Monetary Policy Report June 2025
Monetary Policy Report June 2025

The external macroeconomic scenario has become considerably more uncertain. Part of this is due to the changing announcements about U.S. trade policy and its implications. Although the impacts of this situation on global activity are not yet evident, expectations are that they will be negative. Its magnitude is expected to be greater in the United States than in the emerging world, since, in contrast to other episodes of uncertainty, financial conditions have responded favorably. More recently, an escalation of military conflicts in the Middle East has added, which scope, development and possible impacts on the global and Chilean economies are unknown. At the local level, activity was more dynamic than anticipated in the first quarter, supported by some temporary elements. Inflation has evolved in line with expectations and the upward risks that had been highlighted in the first part of the year have moderated. The central projection scenario shows no major changes. GDP is still estimated to evolve around its trend in the coming quarters, while inflation is foreseen to converge to 3% during the first half of 2026. Over the medium term, the escalating trade conflict will continue to affect the economic outlook. Furthermore, recent events in the Middle East introduce a new source of uncertainty, which could develop into more complex scenarios. However, if the central scenario of this IPoM materializes, in the following quarters the Monetary Policy Rate (MPR) will be approaching its range of neutral values. The Board will assess the future movements of the MPR considering the evolution of macroeconomic conditions and their implications for the convergence of inflation.
What does this MP Report tell us?

The trade war has increased uncertainty in the global economy, but so far it hasn’t had a major impact on our country.

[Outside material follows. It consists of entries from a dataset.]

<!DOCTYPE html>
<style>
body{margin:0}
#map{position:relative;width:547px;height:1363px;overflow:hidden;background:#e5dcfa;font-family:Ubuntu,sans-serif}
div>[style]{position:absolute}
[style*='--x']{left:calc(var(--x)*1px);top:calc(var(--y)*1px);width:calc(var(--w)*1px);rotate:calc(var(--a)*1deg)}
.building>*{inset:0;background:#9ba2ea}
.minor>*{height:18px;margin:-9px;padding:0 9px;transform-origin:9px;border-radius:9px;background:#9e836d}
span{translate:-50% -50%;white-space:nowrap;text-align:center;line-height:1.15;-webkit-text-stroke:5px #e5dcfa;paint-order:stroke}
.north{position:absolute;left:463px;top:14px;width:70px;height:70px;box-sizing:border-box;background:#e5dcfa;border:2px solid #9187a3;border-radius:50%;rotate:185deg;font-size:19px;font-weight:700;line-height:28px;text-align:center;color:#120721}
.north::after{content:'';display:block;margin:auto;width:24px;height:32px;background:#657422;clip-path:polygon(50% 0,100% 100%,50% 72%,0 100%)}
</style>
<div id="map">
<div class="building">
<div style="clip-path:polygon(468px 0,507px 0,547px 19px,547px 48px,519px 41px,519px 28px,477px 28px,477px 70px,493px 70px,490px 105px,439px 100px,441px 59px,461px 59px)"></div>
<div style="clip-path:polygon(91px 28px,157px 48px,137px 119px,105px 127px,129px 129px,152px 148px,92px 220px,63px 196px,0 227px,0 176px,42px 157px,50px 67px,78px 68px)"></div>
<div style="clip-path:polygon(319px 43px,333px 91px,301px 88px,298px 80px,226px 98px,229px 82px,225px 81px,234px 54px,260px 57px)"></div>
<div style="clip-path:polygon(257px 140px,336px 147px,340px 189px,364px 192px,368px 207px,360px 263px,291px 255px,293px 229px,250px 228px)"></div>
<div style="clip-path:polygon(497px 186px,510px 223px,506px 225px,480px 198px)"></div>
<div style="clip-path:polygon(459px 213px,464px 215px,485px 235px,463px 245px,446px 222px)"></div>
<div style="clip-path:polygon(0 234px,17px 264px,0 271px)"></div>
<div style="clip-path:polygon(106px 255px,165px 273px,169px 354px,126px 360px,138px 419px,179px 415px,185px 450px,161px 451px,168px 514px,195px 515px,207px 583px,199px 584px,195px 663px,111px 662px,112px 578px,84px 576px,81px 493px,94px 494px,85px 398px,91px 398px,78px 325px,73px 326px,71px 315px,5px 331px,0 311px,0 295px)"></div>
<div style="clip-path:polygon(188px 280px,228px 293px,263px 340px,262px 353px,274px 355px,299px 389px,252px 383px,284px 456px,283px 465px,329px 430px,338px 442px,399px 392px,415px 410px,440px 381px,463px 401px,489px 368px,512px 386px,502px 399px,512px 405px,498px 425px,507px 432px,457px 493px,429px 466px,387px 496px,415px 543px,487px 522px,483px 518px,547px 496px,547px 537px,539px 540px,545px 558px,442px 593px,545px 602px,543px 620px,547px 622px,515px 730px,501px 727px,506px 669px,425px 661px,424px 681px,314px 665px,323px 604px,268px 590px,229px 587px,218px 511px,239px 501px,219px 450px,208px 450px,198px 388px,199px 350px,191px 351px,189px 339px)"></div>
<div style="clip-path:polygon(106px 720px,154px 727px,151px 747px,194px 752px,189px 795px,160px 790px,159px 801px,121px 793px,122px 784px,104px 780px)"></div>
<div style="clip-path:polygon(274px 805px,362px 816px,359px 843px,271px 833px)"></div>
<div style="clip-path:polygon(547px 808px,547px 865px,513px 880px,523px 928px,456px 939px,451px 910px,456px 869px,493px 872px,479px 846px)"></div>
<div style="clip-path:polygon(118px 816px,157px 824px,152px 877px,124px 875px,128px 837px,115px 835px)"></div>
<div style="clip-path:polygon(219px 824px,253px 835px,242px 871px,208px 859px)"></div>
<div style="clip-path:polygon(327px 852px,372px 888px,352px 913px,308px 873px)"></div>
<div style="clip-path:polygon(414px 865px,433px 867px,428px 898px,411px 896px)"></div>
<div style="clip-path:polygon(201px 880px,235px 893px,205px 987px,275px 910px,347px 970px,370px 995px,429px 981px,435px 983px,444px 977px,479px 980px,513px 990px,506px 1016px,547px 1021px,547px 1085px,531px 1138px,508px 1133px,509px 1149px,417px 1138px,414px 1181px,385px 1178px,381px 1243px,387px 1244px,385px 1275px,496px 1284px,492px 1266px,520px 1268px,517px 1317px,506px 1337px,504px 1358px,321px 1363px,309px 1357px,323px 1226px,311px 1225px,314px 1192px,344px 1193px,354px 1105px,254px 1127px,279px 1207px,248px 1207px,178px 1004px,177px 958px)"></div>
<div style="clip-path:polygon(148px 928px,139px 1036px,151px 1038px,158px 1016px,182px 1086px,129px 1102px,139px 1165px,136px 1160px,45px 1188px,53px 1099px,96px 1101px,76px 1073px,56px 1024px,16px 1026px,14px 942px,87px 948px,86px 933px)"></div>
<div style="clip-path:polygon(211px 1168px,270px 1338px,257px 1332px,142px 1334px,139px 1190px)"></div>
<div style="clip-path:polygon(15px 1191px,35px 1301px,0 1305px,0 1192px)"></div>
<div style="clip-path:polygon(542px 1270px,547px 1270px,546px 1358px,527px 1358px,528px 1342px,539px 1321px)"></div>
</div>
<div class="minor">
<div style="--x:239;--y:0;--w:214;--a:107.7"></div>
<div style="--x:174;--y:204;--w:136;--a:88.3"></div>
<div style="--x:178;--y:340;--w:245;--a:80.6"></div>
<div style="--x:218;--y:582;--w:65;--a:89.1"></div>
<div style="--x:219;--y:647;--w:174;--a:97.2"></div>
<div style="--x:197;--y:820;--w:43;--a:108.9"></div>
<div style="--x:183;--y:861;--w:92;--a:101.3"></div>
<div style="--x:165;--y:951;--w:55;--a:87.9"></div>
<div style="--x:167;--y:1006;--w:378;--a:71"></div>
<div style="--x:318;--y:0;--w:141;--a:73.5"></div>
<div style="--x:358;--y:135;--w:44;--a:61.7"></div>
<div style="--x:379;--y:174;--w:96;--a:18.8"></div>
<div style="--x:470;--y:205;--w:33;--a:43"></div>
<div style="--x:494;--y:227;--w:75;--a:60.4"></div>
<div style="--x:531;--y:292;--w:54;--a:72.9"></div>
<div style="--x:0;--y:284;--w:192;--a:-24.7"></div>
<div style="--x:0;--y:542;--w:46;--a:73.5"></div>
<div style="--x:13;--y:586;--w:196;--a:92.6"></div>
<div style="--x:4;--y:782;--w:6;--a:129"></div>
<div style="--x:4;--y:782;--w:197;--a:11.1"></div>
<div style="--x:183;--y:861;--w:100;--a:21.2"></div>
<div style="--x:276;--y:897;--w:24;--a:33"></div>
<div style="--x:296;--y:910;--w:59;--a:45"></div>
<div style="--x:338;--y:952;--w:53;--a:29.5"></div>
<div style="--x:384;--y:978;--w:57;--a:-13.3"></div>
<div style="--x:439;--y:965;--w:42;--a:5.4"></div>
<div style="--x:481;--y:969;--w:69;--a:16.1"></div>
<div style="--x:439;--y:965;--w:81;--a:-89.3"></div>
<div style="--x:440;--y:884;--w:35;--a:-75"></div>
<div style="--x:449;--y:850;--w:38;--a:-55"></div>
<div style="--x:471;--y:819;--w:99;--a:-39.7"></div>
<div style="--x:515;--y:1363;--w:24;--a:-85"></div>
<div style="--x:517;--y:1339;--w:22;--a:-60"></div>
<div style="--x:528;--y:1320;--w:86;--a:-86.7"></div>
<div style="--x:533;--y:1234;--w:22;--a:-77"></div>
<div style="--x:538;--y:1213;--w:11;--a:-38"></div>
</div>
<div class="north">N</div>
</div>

The trade war has increased uncertainty in the global economy, but so far it hasn’t had a major impact on our country.
- The United States government announced significant changes to tariffs, although these announcements have been modified several times.
- Added to this is the development of the armed conflict between Israel and Iran.
- According to the updated data available, no major changes are observed in Chilean foreign trade.
- In any case, there is consensus that the U.S. will be the country that will receive the main effects on its prices and economic activity.

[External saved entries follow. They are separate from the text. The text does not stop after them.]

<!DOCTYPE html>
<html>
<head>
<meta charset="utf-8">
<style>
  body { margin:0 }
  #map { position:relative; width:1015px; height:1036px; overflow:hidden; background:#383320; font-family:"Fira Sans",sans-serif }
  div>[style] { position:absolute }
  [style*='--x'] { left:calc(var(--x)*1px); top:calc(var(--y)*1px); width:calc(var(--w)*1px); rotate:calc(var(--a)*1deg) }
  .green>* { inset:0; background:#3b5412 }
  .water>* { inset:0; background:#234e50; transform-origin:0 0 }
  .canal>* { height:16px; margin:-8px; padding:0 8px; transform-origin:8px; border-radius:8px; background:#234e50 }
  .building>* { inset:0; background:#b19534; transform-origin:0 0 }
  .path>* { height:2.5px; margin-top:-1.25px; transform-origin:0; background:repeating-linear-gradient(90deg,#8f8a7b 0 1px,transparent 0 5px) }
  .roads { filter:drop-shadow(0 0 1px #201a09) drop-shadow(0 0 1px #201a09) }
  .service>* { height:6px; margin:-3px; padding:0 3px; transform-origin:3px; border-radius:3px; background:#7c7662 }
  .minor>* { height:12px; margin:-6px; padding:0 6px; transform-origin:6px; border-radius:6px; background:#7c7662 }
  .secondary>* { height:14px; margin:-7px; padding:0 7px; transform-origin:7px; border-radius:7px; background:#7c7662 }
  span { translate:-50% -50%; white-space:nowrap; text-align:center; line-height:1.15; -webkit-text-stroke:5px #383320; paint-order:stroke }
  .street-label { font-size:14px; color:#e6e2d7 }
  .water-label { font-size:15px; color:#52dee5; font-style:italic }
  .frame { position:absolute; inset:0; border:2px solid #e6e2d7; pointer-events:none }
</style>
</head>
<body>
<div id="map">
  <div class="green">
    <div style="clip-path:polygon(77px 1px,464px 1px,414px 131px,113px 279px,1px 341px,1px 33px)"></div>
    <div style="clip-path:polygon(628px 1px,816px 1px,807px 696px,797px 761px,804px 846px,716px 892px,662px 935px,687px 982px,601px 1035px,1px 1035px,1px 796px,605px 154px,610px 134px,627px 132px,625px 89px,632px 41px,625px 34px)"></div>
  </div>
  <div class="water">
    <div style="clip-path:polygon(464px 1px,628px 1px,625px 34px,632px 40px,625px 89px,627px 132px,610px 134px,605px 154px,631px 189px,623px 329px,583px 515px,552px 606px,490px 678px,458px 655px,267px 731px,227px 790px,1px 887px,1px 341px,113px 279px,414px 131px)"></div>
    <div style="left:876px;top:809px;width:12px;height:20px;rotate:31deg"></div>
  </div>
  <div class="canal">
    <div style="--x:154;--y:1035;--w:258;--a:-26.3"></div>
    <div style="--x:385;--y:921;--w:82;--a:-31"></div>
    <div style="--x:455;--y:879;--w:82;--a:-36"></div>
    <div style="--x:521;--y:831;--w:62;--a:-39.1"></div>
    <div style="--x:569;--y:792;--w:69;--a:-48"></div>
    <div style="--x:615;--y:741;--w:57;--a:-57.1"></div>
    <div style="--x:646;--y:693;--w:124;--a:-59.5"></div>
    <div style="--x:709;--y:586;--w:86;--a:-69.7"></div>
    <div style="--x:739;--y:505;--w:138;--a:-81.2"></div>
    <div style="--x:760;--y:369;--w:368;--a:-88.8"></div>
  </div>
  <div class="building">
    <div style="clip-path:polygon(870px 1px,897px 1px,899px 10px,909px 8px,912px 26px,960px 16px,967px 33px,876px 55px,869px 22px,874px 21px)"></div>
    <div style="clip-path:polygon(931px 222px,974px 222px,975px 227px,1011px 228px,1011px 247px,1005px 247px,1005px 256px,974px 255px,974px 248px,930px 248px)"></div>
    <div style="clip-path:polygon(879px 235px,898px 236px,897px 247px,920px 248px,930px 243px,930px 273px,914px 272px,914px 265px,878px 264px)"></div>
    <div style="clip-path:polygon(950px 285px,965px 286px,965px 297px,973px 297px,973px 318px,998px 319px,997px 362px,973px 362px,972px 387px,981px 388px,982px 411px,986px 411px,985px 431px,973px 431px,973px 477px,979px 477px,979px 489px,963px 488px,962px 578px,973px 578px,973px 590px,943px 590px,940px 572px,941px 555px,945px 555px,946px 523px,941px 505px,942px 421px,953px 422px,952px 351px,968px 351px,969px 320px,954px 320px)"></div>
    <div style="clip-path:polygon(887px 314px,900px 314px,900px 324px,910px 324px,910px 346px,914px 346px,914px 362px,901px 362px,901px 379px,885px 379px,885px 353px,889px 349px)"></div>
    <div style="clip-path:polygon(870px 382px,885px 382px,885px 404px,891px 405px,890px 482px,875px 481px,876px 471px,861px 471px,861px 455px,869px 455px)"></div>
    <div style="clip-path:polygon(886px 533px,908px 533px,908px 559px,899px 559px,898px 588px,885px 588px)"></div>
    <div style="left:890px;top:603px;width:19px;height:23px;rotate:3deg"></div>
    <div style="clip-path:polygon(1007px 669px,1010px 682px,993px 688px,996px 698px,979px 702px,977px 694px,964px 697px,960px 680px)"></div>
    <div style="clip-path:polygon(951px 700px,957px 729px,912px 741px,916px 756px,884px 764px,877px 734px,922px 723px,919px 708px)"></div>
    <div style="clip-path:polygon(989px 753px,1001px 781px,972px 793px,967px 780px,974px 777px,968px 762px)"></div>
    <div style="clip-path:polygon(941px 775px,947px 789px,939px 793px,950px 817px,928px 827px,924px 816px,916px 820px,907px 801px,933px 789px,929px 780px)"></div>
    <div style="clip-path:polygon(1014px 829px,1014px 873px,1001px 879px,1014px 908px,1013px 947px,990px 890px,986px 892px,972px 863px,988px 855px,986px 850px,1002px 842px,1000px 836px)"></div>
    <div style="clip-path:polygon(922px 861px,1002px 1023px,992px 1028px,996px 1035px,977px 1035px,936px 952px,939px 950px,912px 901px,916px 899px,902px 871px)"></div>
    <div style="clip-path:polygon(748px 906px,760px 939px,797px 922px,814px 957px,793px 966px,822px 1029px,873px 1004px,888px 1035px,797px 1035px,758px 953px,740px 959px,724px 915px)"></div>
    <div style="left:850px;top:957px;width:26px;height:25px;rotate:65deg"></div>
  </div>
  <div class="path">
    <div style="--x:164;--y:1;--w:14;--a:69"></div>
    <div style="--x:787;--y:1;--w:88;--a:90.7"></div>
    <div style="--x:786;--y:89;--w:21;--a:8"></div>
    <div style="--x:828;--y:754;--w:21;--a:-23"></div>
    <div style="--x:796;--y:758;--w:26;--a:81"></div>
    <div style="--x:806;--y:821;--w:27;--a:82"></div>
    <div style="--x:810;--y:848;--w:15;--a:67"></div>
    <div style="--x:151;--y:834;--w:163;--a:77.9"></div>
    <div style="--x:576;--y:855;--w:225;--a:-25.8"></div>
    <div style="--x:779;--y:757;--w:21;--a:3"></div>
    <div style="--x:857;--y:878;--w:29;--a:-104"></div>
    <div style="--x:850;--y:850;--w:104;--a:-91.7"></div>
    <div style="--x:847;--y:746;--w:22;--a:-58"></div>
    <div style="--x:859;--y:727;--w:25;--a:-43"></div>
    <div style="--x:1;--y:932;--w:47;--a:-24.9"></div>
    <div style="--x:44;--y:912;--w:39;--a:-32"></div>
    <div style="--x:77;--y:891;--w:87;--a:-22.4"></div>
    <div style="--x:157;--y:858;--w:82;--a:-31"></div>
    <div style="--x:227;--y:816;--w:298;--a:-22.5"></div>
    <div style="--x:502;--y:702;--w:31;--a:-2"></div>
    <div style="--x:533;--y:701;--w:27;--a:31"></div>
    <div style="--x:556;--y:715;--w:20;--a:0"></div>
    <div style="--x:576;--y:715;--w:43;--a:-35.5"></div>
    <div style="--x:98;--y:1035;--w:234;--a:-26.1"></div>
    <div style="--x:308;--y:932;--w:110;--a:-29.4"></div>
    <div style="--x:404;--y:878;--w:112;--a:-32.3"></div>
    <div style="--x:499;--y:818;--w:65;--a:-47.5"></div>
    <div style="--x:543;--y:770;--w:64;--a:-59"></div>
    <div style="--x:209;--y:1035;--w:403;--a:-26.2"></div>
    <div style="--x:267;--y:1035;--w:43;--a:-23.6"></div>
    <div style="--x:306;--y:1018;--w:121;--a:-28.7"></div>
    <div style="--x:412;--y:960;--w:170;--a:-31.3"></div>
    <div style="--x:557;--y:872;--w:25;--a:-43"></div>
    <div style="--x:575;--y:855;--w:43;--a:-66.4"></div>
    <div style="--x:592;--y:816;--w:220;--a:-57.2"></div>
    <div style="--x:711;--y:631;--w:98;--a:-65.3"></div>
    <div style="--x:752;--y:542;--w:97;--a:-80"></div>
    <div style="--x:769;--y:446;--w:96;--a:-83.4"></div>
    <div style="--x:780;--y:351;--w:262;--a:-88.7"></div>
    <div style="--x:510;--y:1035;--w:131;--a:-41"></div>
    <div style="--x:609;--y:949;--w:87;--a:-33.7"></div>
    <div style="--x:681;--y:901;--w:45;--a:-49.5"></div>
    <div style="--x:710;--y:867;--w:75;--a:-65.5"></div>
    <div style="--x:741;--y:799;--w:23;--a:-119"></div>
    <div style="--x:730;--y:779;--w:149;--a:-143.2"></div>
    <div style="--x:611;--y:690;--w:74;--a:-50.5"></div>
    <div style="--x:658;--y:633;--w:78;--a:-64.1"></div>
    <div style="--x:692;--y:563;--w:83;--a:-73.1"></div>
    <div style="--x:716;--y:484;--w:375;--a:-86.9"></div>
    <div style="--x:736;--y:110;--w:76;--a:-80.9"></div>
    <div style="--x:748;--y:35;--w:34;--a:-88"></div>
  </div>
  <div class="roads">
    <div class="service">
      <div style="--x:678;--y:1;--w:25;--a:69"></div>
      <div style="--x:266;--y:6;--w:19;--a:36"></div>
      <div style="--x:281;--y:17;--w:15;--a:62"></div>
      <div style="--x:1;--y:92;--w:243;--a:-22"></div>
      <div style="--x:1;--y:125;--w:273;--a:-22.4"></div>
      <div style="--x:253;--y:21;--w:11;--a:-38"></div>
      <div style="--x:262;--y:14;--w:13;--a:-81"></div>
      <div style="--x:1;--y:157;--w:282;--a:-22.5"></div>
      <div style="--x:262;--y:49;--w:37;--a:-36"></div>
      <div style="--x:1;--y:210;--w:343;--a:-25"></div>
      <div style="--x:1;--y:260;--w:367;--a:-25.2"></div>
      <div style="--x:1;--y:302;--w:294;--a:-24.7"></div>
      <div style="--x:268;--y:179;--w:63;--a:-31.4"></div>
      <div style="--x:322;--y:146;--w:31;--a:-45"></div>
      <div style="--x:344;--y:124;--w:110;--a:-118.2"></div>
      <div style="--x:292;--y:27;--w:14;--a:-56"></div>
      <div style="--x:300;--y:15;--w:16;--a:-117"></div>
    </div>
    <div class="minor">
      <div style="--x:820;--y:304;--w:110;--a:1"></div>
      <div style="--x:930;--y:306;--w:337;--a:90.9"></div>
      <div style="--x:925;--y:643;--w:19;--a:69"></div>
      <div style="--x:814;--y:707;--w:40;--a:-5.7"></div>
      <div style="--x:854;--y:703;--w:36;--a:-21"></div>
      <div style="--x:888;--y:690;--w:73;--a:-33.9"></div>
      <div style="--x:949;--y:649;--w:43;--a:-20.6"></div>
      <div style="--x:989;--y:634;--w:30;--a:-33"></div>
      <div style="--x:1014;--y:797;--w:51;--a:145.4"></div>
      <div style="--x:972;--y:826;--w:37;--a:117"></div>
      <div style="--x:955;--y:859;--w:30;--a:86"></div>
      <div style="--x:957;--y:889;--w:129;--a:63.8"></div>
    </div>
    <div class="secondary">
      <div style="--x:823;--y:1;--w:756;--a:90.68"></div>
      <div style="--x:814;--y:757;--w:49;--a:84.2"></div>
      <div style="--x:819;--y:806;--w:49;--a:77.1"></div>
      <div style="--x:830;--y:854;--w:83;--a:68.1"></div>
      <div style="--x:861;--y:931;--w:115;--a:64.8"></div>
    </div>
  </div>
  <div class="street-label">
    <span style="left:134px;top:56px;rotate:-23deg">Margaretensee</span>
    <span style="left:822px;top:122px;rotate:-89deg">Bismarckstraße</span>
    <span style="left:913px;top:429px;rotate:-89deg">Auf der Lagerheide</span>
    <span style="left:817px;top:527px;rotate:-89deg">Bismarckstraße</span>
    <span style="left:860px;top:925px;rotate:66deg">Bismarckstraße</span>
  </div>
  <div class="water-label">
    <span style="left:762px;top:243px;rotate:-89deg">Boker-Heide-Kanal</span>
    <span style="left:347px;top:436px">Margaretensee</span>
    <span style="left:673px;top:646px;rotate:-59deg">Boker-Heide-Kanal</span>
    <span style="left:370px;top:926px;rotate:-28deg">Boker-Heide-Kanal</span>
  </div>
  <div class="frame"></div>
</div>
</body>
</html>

So far this year, the Chilean economy has performed better than expected, partly due to temporary factors.
- The increased dynamism was mainly due to the growth of the export sectors.
- However, these factors are projected to dissipate during the remainder of the year.
- In any case, and given the better result at the beginning of the year, the growth range forecast for the Chilean economy in 2025 is 2.0-2.75% (1.75-2.75% in March).

Inflation has decreased and will reach the target in the first half of next year.
- Price increases have been lower, as expected, and upside risks have moderated.
- Inflation is currently at 4.4%, above the 3% target, which will be reached in 2026.
- Chile imports a significant number of Chinese products, some of which are expected to see price declines due to trade diversions (when countries send their products to a different market than usual).

The Central Bank will continue to closely monitor the evolution of the global and national economy because controlled inflation contributes to the well-being of all the country’s inhabitants.
- In the medium term, the trade war and rising geopolitical tensions will continue to affect the economic scenario, so risks are high.
- While the Chilean economy is not isolated from what happens abroad, it is prepared to mitigate the impacts of possible new events.
- In case of any eventuality, the monetary policy rate (MPR) has room for adjustments to ensure inflation convergence to the 3% target.